The National Debt

During this entire “shutdown” drama one topic continues to be brought up again and again: the national debt. Fiscally conservative circles are giving the Republicans a lot of credit for refusing to pass a budget that funds the Affordable Care Act (ACA). Their reason for this is a belief that funding the ACA will increase the national debt even further, which is true (since the United States is maintaining a deficit any additional spending will increase the national debt). On principle I agree that further increasing the national debt is a bad idea. Practically speak, decreasing the national debt at this point is meaningless.

The national debt is hovering close to $17 trillion. At this point the United States is insolvent. Putting this into perspective, this national has already reach the point many fiscally irresponsible individuals reach when they received a credit card with a high spending limit. The amount of outstanding credit exceeds the debtor’s ability to repay. No matter what the federal government does it will never be able to repay $17 trillion.

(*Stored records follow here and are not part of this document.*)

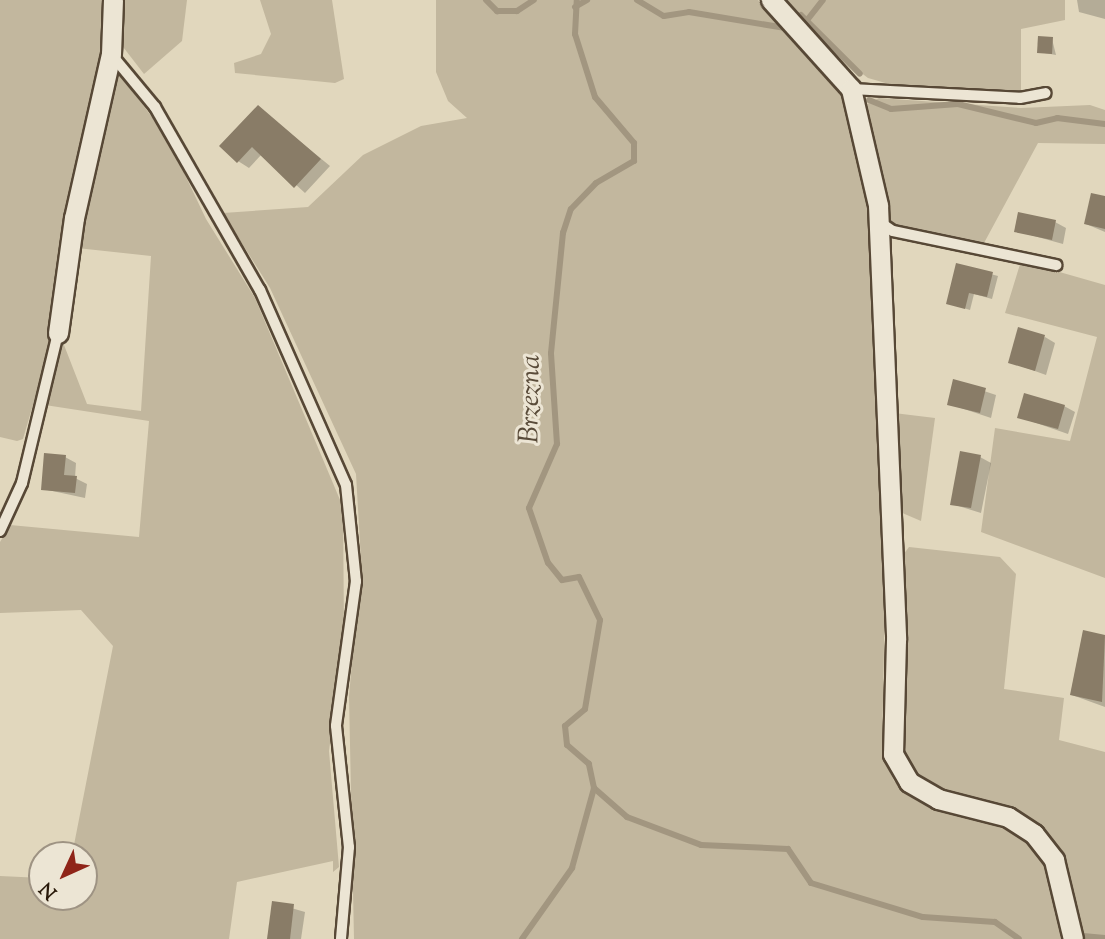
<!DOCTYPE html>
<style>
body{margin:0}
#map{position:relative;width:1105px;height:939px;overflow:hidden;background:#e1d7bd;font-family:"Sorts Mill Goudy",serif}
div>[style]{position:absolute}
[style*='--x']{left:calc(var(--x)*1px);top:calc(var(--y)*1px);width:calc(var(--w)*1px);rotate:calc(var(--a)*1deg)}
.green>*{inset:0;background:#c2b79e}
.shadow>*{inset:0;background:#0003}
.stream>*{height:6px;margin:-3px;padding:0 3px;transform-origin:3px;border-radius:3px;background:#a29680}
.building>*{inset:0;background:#897c67}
.roads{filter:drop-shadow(2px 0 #574836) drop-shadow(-2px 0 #574836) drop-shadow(0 2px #574836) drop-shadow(0 -2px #574836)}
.service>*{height:10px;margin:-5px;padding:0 5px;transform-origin:5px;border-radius:5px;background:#ece5d4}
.minor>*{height:19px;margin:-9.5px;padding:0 9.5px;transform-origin:9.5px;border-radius:9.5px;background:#ece5d4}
span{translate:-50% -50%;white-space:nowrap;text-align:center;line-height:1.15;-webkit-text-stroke:6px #ece5d4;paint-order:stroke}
.water-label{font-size:28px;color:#594b39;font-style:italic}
.north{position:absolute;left:28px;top:841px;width:70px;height:70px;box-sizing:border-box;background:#ece5d4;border:2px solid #9e9383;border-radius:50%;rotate:225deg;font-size:19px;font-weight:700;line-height:28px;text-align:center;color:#291909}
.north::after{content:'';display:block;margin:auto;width:24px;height:32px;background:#8f2418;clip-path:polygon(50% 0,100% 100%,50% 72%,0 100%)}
</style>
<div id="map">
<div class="green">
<div style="clip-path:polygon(0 0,104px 0,106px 39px,46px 360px,23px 439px,17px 441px,0 437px)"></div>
<div style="clip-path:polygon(119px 0,187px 0,182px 41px,144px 74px,120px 43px)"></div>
<div style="clip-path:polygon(260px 0,332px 0,344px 79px,335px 83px,235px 73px,234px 63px,261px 54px,271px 34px)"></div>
<div style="clip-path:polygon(436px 0,758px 0,845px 91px,869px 183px,885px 590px,882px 755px,894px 781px,911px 795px,1028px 838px,1049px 865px,1065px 939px,354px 939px,349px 696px,361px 561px,356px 474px,270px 288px,223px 213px,308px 207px,363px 155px,421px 126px,467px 118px,448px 101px,436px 72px)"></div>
<div style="clip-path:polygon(781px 0,1065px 0,1065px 20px,1021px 29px,1021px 91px,889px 84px,868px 78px,835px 53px)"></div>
<div style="clip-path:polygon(evenodd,118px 72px,167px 137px,206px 219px,255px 298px,343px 507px,344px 633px,329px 751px,339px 867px,333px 872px,333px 861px,237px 882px,229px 939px,0 939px,0 876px,42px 878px,42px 897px,84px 897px,84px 855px,72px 855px,113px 646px,81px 610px,0 613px,0 542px,10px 525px,139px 537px,149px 421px,45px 405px,87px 172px,118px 72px,77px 248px,151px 256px,141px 411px,87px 404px,64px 345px,77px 248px)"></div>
<div style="clip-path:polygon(879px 98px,1021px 108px,1090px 105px,1105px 110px,1105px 144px,1038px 143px,984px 243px,907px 230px,892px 227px,885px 216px,867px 112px,867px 104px)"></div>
<div style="clip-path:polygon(1021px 261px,1105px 285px,1105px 578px,981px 532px,995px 428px,1070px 441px,1097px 337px,1005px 313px)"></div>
<div style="clip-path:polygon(894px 413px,935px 418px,921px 521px,900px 512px)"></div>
<div style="clip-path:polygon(909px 547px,1000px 557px,1016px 574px,1004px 689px,1064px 698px,1059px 740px,1105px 752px,1105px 939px,1084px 939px,1062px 850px,1045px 830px,1011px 810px,919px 782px,904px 763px,898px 737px,903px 555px)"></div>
</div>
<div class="shadow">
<div style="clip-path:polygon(1077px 0,1105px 0,1105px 19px,1079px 12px)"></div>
<div style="clip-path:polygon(1052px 39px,1056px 55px,1039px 52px)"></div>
<div style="clip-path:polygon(258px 107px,330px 166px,305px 193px,262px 154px,249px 168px,238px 161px)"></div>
<div style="clip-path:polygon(1105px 198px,1105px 232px,1086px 224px)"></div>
<div style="clip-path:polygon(1055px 222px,1066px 228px,1063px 244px,1016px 231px)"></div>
<div style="clip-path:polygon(957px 265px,998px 276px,992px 299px,974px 294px,970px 310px,948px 303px)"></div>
<div style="clip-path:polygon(1045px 337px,1055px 343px,1046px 375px,1010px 362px)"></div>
<div style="clip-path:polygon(954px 381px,996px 395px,991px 418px,949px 404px)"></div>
<div style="clip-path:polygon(1064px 406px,1075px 412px,1068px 434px,1019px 417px)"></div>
<div style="clip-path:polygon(65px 457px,76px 463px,75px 478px,87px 484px,85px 498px,43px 489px)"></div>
<div style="clip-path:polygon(980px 457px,991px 463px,981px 513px,952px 504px)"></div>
<div style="clip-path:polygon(1084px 632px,1105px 637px,1105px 707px,1072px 695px)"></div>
<div style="clip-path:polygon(274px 903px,305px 912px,301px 939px,269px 939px)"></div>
</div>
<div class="stream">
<div style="--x:486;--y:0;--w:16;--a:45"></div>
<div style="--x:497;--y:11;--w:20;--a:0"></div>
<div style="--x:517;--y:11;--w:20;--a:-33"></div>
<div style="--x:637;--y:0;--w:31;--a:31"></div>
<div style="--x:664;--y:16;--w:25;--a:-9"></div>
<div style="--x:689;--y:12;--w:104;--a:9.4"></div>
<div style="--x:575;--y:7;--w:14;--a:-30"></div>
<div style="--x:801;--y:15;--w:83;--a:45"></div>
<div style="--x:808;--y:19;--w:24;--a:-52"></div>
<div style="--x:869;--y:100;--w:24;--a:22"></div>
<div style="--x:891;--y:109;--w:67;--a:-4.3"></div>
<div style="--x:958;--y:104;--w:80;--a:13.7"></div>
<div style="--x:1036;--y:123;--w:22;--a:-13"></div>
<div style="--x:1057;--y:118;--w:48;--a:7.1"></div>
<div style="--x:594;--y:788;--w:44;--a:41.3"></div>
<div style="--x:627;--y:817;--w:79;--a:20.7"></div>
<div style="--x:701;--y:845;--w:87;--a:2.6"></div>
<div style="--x:788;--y:849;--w:41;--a:55.9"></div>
<div style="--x:811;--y:883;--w:117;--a:16.9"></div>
<div style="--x:923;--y:917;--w:72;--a:4"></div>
<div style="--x:995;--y:922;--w:29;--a:35"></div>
<div style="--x:1083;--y:936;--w:22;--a:5"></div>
<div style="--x:522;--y:939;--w:87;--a:-54.8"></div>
<div style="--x:572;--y:868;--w:83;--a:-74.6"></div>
<div style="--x:594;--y:788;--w:25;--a:-102"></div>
<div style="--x:589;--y:764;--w:29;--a:-139"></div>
<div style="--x:567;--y:745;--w:19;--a:-96"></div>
<div style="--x:565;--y:726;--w:26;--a:-40"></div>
<div style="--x:585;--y:709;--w:90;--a:-80.4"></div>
<div style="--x:600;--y:620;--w:48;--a:-116"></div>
<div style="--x:579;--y:577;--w:17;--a:170"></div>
<div style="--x:562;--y:580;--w:22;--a:-129"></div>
<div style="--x:548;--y:563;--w:58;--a:-109.1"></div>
<div style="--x:529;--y:508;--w:70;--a:-66.4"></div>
<div style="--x:557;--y:444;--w:91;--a:-93.8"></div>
<div style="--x:551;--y:353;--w:121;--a:-84.3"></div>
<div style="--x:563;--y:233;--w:25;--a:-72"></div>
<div style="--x:571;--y:209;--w:36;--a:-46"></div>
<div style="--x:596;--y:183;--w:44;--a:-30.1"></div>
<div style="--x:634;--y:161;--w:18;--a:-90"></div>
<div style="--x:634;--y:143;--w:60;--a:-130.3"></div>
<div style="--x:595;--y:97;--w:66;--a:-107.6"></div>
<div style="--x:575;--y:34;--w:34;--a:-87"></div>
</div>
<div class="building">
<div style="clip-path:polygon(1038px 36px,1053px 37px,1052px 54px,1037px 53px)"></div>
<div style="clip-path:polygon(258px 105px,321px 159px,294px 188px,252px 147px,237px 163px,219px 146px)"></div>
<div style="clip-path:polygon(1091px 193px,1105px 196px,1105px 229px,1084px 224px)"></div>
<div style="clip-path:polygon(1018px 212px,1056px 220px,1052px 240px,1014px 232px)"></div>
<div style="clip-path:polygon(956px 263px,993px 272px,987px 297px,969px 293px,965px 309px,946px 304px)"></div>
<div style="clip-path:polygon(1018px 327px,1045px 335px,1035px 371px,1008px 363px)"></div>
<div style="clip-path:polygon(953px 379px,986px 388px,980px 413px,947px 405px)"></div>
<div style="clip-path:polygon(1024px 393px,1065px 405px,1058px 429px,1017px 418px)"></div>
<div style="clip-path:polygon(960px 451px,981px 455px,971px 508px,950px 505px)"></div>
<div style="clip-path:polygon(44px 453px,66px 455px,64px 475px,77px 476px,75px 493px,41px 490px)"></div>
<div style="clip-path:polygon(1083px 630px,1105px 635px,1102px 702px,1070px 695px)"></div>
<div style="clip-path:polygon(272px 901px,294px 904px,290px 939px,267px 939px)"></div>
</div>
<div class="roads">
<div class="service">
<div style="--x:111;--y:54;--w:69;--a:50.3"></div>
<div style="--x:155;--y:107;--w:211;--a:60.2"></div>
<div style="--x:260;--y:290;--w:213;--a:66.2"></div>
<div style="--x:346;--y:485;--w:97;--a:84.1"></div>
<div style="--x:356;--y:581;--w:146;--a:97.9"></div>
<div style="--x:336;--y:726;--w:122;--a:83.9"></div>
<div style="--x:349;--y:847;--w:92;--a:95"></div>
<div style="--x:851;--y:89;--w:169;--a:3"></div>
<div style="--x:1020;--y:98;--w:26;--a:-11"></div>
<div style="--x:881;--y:223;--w:14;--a:34"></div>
<div style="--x:893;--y:231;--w:167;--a:11.8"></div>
<div style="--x:0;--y:531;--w:53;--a:-65.4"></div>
<div style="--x:22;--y:483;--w:154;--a:-76.5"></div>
</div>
<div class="minor">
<div style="--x:771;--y:0;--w:120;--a:48"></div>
<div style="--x:851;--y:89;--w:119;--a:76.9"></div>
<div style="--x:878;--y:205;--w:435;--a:87.6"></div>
<div style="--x:896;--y:640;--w:114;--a:91.5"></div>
<div style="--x:893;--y:754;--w:32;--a:60"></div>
<div style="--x:909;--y:782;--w:34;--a:30"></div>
<div style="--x:938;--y:799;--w:72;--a:14.4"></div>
<div style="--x:1008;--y:817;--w:31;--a:33"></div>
<div style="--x:1034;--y:834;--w:33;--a:52"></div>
<div style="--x:1054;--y:860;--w:81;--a:76.5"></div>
<div style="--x:58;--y:333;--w:116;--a:-82.1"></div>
<div style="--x:74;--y:218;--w:168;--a:-77.3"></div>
<div style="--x:111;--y:54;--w:54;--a:-87.9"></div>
</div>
</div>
<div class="water-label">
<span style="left:531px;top:399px;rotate:-89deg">Brzezna</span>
</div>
<div class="north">N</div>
</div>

One must now ask whether or not attempts to curtail the national debt are meaningful. Honestly, I don’t think they are. At this point the government might as well buy anything and everything it can. Anything of value (that is to say, anything that isn’t perishable) should be transferred to another entity to protect it from seizure when the time comes to declare bankruptcy. If you’ve already overextended your credit limit you might as well go for broke and get everything you can.

I’m of the mindset that there is nothing that can be done to prevent the sinking of the Titanic. Instead, I’m focusing my time on getting to the life boat, loading as many people as I can onto the life boat, and getting the life boat as far away from the sinking ship as possible. Going below deck and trying to weld patches onto the gigantic hole of national debt is futile.